Jeszcze nie opadł kurz po sprawie naruszenia przepisów antydopingowych przez Martina Johnsruda Sundby’ego, a Norwegia musi się zmierzyć z pozytywnym wynikiem, jaki dał test na obecność zabronionych środków w organizmie Therese Johaug. Specyfik o nazwie clostebol stwierdzono po badaniu próbki, pobranej w czasie zgrupowania wysokogórskiego w Livigno we wrześniu tego roku. Jak wyjaśniła norweska federacja narciarska, clostebol znalazł się w organizmie biegaczki po tym, jak użyła… kremu Trofodermin, który ma chronić usta przed oparzeniami słonecznymi.
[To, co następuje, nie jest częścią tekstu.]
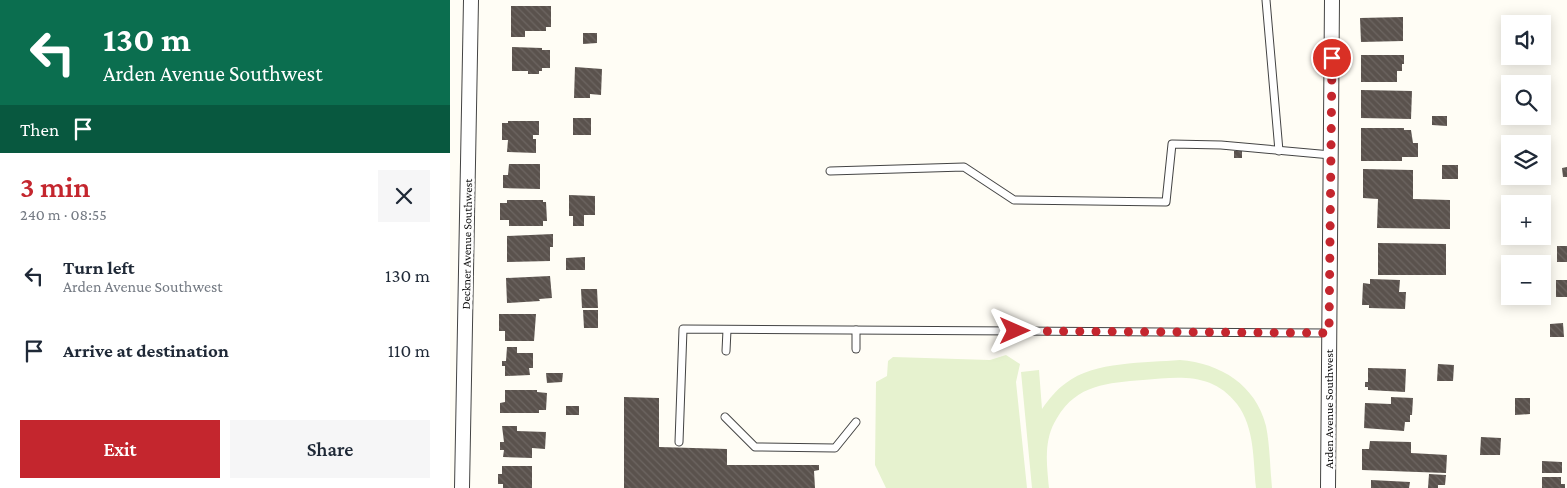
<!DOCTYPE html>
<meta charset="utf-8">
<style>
:root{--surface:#fff;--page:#f6f6f7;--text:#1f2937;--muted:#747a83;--accent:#c4262e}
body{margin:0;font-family:"Crimson Pro",serif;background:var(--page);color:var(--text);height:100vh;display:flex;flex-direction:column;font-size:19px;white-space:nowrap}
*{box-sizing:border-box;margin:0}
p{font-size:16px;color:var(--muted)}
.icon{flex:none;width:28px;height:28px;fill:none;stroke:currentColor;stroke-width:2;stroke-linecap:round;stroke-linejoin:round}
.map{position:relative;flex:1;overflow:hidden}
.side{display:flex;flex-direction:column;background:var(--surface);width:450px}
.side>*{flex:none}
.hud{background:#0b6e4f;color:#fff;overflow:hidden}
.controls{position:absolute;left:1051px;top:15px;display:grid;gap:10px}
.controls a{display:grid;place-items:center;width:50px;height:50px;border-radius:0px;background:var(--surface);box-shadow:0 2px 12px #0003;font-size:25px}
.pin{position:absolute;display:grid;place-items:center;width:42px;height:42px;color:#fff;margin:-21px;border:2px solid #fff;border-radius:50%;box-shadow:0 1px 5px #0007}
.me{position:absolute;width:55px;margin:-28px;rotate:90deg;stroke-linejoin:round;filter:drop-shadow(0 0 4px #0008)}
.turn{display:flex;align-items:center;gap:18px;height:105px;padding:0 20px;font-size:22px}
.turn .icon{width:65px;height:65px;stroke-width:2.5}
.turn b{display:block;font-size:35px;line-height:42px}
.then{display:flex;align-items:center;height:48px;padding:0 20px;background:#0003;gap:10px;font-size:19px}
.round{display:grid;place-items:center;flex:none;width:52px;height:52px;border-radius:0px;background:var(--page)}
.summary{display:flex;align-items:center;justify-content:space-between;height:85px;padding:0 20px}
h1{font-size:30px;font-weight:600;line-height:38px;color:var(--accent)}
.primary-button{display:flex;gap:10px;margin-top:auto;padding:10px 20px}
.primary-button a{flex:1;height:58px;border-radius:0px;background:var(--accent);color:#fff;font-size:20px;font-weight:600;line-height:58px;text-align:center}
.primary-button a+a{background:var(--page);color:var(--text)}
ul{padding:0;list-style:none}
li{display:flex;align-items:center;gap:15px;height:75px;padding:0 20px}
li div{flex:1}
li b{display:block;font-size:19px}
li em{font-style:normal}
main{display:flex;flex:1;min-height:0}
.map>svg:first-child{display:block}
</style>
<main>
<section class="side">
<div class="hud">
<div class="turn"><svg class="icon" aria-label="left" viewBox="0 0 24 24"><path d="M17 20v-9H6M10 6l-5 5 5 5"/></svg><div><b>130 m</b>Arden Avenue Southwest</div></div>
<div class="then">Then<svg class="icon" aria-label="arrive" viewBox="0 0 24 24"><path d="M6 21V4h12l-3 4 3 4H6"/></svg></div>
</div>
<div class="summary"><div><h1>3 min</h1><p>240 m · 08:55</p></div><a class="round"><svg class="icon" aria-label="close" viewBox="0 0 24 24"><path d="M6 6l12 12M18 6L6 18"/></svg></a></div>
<ul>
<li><svg class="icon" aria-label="left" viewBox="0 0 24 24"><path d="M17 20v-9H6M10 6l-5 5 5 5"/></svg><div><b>Turn left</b><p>Arden Avenue Southwest</p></div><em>130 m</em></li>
<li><svg class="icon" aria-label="arrive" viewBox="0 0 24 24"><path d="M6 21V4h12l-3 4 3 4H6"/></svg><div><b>Arrive at destination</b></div><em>110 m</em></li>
</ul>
<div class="primary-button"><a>Exit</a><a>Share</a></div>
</section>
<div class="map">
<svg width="1117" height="488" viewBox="0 0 1117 488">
<defs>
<pattern id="building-back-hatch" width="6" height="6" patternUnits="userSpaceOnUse" patternTransform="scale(1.25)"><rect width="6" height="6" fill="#5a524d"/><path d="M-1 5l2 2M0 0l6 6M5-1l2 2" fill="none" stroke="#6d6662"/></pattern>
</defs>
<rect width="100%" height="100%" fill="#fffdf5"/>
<g fill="#e6f2cf">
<polygon points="556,355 570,364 566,382 577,488 436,488 425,465 426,382 437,376 438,361 443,357 540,360"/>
<path d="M730 360C770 363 806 385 816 426 820 446 820 468 822 488H806C803 460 805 428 787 404 762 372 729 377 693 380 658 383 627 384 607 418 593 440 597 464 599 488H582L571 372 589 370 592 409C599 399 606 390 616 383 644 361 696 363 730 360Z"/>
</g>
<g fill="url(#building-back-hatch)">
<polygon points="61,6 101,6 101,27 96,27 96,31 75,31 75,37 61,37"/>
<polygon points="953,17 953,41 911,42 910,18"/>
<polygon points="133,33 147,33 147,43 133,44"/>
<polygon points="62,47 92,48 92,50 100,50 100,68 92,68 92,71 89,71 89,74 78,74 78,71 62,71"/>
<polygon points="911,55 954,55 954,64 952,64 952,71 947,71 947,82 911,82"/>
<polygon points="125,67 152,69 151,95 140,94 140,98 124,98"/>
<polygon points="911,90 962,91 961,119 911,118"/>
<polygon points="982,116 997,116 997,126 982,125"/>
<rect x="123" y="118" width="18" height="17"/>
<polygon points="58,121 89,121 89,135 83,135 83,139 86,139 86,153 57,152 58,140 52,140 52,123 58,123"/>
<polygon points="911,128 954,128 954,130 961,130 963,143 968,143 968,157 952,157 952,161 911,161"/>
<rect x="784" y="151" width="8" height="7"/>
<polygon points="59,164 90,164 90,189 53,188 53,175 58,175"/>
<rect x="992" y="165" width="16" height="14"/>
<polygon points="1117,167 1117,177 1113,177 1112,168"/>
<polygon points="913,169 963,170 963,199 1000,200 1000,229 927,228 928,199 913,198"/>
<polygon points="119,195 145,196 145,215 134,215 134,226 123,226 123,216 119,216"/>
<polygon points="57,200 93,200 93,202 96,202 97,221 93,221 93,226 59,226 59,220 50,220 50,203 57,203"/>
<polygon points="103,234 103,247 100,247 100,261 57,262 57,236"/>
<polygon points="928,243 996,244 996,275 928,275"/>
<rect x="1107" y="246" width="10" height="16"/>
<polygon points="135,257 135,270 116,270 116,258"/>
<polygon points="100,276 102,298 89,299 90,301 57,303 56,278"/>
<polygon points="920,279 950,280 949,292 956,292 955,309 919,308 919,305 912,305 913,283 920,284"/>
<rect x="1106" y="280" width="11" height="17"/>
<polygon points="131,289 147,289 148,308 132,308"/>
<polygon points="133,310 148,310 148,328 134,328"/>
<polygon points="49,314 86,314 84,341 55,341 55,331 49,331"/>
<polygon points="1113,323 1114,337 1100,337 1100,324"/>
<polygon points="57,347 67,347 67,353 83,353 83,368 79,368 80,375 55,376 55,366 52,366 52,361 56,361"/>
<polygon points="988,364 1004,365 1003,381 987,381"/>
<polygon points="918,368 956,369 955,392 918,390 918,387 915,387 915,382 918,382"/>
<polygon points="96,373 113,373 112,382 97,383"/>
<polygon points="55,390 87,390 87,392 97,393 96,410 89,410 89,413 50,413 50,403 55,402"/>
<polygon points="174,397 209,398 209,447 277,449 277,465 369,465 369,470 364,471 365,488 174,488"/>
<polygon points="941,397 963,398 962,415 960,415 960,422 955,422 954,431 914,428 915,403 941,404"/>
<polygon points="1065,398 1080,398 1080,414 1065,415"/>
<rect x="116" y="406" width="13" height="9"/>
<polygon points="52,426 67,426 67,431 96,432 95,449 82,448 82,458 53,457 54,450 50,450 50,442 54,442"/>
<polygon points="1031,437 1051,438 1050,455 1030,455"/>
<polygon points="920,441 961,442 961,453 997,455 996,473 912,470 912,449 919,449"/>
<polygon points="1092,461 1112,462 1112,473 1092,473"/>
<polygon points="52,466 82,466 82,488 53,488 53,484 48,484 48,474 52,474"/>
<polygon points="979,474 996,475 995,485 988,485 988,488 978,488"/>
<polygon points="1092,477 1111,477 1111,484 1115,484 1115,488 1092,488"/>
<polygon points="921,480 960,482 959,488 921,488"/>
</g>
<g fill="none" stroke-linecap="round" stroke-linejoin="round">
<defs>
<g id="service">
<polyline points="816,0 829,151"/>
<polyline points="380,171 514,167 564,200 716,202 722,144 771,145 881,155"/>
<polyline points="406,330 406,349"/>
<polyline points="276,351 277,330"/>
<polyline points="275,417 305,447 385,448 406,422"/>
<polyline points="229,442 233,329 879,333"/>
</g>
<g id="minor">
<polyline points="12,488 21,0"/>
<polyline points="878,488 882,0"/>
</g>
</defs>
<use href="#service" stroke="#444" stroke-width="9"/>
<use href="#minor" stroke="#444" stroke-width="16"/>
<use href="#service" stroke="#fff" stroke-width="7"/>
<use href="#minor" stroke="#fff" stroke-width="14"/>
</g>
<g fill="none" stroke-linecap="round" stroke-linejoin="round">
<polyline stroke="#c4262e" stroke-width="9" stroke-dasharray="0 16.2" points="565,331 879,333 882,58"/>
</g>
<g text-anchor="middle" stroke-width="5" stroke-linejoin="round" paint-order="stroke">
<g font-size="12" fill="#111" stroke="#fff">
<text transform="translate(17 244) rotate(-89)" y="4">Deckner Avenue Southwest</text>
<text transform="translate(879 409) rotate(-90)" y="4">Arden Avenue Southwest</text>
</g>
</g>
</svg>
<div class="controls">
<a><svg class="icon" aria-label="sound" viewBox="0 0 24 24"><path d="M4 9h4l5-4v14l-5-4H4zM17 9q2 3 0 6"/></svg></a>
<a><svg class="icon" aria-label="search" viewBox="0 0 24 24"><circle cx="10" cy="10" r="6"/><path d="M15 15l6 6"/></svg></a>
<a><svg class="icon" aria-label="layers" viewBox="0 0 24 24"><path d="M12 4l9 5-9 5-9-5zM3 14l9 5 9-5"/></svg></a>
<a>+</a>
<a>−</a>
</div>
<div class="pin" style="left:882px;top:58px;background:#d93025"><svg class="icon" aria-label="arrive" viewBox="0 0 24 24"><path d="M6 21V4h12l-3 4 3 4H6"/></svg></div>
<svg class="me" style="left:565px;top:331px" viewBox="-20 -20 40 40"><path d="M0-17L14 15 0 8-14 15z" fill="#c4262e" stroke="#fff" stroke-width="4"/></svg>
</div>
</main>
-Jestem zdruzgotana. To niesprawiedliwe, nie zasłużyłam na znalezienie się w takiej sytuacji, choć oczywiście jestem odpowiedzialna za to, z jakich środków korzystam – powiedziała Theres Johaug, cytowana przez portal nrk.no.
Lekarz kadry Fredrik Bendiksen wziął winę na siebie i wyraził nadzieję, że Norweżka nie zostanie ukarana za stosowanie kremu, który – jak zapewniał ją Bendiksen – nie zawierał żadnych zakazanych substancji.
Na razie nie ma decyzji dotyczącej ewentualnej kary dla Johaug.